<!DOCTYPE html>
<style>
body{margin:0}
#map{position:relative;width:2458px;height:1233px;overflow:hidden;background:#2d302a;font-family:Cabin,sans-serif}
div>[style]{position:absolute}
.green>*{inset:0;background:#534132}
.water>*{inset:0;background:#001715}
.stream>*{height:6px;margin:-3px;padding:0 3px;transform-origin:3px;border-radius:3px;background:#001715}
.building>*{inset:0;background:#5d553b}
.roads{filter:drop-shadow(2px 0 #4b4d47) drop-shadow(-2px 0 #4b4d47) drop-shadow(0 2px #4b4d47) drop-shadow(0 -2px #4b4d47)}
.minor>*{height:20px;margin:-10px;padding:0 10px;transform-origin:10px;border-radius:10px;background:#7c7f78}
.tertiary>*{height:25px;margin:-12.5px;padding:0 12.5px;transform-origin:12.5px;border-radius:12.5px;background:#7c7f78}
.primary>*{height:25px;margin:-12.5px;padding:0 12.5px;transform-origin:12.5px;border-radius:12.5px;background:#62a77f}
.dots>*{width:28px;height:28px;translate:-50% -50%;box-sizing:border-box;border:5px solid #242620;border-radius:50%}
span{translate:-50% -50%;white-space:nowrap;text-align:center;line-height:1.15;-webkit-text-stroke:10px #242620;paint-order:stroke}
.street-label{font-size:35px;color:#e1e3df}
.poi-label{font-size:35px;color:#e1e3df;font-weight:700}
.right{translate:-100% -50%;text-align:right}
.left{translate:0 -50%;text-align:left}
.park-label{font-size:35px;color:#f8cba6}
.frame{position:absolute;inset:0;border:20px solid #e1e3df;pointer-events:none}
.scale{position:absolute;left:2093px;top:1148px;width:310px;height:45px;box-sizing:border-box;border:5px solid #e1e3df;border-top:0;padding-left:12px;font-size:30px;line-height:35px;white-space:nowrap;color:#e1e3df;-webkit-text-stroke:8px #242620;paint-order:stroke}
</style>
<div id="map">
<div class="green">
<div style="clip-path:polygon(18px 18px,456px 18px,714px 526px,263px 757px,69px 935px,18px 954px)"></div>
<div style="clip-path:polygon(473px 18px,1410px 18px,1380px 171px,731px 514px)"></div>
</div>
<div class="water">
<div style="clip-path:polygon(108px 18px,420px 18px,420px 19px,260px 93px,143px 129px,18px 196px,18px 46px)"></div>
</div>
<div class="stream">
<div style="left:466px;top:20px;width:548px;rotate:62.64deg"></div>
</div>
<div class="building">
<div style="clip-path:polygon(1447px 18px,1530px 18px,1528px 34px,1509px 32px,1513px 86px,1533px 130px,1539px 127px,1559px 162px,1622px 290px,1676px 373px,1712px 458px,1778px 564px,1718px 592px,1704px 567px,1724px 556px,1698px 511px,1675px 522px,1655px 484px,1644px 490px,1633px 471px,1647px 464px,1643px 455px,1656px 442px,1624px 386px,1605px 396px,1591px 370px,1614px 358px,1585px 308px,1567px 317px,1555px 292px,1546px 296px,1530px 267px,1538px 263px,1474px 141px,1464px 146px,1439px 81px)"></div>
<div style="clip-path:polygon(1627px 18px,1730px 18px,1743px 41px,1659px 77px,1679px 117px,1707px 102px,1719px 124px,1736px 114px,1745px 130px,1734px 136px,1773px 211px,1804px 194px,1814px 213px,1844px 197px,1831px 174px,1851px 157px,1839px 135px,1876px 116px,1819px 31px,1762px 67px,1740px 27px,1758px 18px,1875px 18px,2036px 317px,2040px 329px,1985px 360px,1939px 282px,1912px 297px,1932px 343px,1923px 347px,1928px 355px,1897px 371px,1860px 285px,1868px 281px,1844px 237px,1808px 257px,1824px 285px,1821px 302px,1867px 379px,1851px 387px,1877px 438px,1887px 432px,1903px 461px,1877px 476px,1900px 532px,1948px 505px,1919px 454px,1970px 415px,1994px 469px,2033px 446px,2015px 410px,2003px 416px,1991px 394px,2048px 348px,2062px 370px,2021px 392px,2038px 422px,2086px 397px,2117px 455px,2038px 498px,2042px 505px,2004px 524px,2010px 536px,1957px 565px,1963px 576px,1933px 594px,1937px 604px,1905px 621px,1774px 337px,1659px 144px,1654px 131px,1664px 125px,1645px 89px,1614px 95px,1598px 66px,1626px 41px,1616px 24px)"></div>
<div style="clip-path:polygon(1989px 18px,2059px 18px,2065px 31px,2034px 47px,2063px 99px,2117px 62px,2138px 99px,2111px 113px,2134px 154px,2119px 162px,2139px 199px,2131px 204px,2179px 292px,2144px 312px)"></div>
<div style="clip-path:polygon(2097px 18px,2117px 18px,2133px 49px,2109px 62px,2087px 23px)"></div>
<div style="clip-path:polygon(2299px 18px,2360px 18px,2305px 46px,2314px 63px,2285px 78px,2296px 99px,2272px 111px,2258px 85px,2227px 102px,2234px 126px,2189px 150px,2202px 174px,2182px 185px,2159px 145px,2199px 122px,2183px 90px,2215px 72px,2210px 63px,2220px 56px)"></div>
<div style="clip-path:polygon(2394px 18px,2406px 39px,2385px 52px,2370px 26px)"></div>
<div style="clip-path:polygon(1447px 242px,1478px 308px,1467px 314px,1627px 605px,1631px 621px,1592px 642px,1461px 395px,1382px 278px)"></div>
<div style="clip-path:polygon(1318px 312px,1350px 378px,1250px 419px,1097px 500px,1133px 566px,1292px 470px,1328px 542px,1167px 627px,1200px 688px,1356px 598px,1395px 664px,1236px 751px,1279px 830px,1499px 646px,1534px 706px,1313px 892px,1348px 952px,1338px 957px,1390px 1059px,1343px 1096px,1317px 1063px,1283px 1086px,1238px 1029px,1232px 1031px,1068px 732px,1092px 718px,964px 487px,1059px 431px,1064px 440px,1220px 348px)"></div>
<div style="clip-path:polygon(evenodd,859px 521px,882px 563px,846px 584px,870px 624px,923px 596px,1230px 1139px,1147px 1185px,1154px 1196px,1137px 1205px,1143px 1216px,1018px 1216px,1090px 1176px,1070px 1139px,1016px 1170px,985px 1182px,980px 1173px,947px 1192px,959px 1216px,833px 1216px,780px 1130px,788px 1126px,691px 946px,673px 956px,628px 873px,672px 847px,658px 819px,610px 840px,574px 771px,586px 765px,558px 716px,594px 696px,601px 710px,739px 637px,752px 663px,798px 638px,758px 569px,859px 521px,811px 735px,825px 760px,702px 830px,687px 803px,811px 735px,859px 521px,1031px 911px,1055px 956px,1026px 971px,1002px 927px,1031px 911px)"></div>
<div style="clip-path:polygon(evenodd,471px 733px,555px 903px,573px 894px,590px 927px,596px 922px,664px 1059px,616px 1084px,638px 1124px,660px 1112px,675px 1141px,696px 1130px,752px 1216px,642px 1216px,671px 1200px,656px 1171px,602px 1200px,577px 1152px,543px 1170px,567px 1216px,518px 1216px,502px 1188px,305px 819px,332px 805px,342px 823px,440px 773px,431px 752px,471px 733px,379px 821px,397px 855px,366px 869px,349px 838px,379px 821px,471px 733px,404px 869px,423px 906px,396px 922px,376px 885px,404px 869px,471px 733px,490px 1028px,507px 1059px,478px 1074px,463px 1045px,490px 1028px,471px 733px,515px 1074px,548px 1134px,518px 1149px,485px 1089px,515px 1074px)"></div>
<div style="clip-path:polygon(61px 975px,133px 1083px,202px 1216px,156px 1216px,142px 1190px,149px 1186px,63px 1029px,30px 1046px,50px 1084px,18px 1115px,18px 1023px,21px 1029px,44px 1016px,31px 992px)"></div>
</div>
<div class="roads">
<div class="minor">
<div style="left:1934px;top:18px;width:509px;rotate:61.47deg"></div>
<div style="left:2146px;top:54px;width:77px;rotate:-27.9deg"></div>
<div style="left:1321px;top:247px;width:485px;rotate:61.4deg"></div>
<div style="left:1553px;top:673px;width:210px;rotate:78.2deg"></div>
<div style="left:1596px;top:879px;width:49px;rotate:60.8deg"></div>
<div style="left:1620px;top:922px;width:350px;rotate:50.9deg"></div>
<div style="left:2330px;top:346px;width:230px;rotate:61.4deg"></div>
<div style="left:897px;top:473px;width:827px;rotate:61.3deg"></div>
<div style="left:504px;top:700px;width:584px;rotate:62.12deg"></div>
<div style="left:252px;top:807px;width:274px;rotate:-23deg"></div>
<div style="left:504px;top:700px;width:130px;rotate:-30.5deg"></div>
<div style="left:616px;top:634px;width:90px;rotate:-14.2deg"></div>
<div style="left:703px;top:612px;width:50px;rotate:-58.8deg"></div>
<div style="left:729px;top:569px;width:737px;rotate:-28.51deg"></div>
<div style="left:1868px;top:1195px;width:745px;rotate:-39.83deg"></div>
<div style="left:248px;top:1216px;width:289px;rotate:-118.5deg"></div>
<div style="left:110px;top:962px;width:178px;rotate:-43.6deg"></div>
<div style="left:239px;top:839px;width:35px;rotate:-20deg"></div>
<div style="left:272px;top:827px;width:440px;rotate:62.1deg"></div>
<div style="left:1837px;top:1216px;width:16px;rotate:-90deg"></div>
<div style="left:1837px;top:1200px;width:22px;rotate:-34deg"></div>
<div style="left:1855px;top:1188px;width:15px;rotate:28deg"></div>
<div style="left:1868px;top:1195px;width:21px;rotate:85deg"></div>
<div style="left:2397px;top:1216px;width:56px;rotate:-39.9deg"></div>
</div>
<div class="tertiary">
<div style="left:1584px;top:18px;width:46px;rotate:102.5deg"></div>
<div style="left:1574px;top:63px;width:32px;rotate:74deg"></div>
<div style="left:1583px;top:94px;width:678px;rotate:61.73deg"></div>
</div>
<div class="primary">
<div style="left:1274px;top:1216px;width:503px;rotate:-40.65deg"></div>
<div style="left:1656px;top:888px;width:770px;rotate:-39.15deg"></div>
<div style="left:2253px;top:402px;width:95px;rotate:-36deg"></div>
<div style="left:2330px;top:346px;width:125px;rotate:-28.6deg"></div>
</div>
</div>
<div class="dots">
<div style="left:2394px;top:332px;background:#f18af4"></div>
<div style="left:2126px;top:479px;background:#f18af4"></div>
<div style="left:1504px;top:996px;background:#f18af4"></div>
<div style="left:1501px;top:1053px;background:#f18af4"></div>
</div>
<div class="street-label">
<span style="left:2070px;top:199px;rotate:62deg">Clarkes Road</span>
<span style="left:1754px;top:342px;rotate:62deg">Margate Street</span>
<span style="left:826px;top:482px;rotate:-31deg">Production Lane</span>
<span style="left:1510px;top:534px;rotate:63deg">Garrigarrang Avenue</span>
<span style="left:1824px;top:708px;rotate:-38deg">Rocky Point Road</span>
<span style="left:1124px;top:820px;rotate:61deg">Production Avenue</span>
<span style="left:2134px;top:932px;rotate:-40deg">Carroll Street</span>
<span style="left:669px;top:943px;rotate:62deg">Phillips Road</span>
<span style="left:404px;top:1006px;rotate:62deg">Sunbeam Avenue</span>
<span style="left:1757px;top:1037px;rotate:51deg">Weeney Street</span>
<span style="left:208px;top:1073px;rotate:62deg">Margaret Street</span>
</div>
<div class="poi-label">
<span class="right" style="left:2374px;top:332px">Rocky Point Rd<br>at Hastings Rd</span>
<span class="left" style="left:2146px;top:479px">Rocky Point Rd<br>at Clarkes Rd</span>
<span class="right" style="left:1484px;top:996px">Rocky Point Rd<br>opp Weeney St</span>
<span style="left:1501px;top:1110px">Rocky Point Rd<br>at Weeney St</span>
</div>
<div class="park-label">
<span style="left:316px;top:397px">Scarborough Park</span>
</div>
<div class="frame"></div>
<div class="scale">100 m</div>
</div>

◇ ◇ ◇

Retype exactly the lines from the first line of the records above through the line containing "0 #4b4d47) drop-shadow(-2px", both included, and nothing else.

<!DOCTYPE html>
<style>
body{margin:0}
#map{position:relative;width:2458px;height:1233px;overflow:hidden;background:#2d302a;font-family:Cabin,sans-serif}
div>[style]{position:absolute}
.green>*{inset:0;background:#534132}
.water>*{inset:0;background:#001715}
.stream>*{height:6px;margin:-3px;padding:0 3px;transform-origin:3px;border-radius:3px;background:#001715}
.building>*{inset:0;background:#5d553b}
.roads{filter:drop-shadow(2px 0 #4b4d47) drop-shadow(-2px 0 #4b4d47) drop-shadow(0 2px #4b4d47) drop-shadow(0 -2px #4b4d47)}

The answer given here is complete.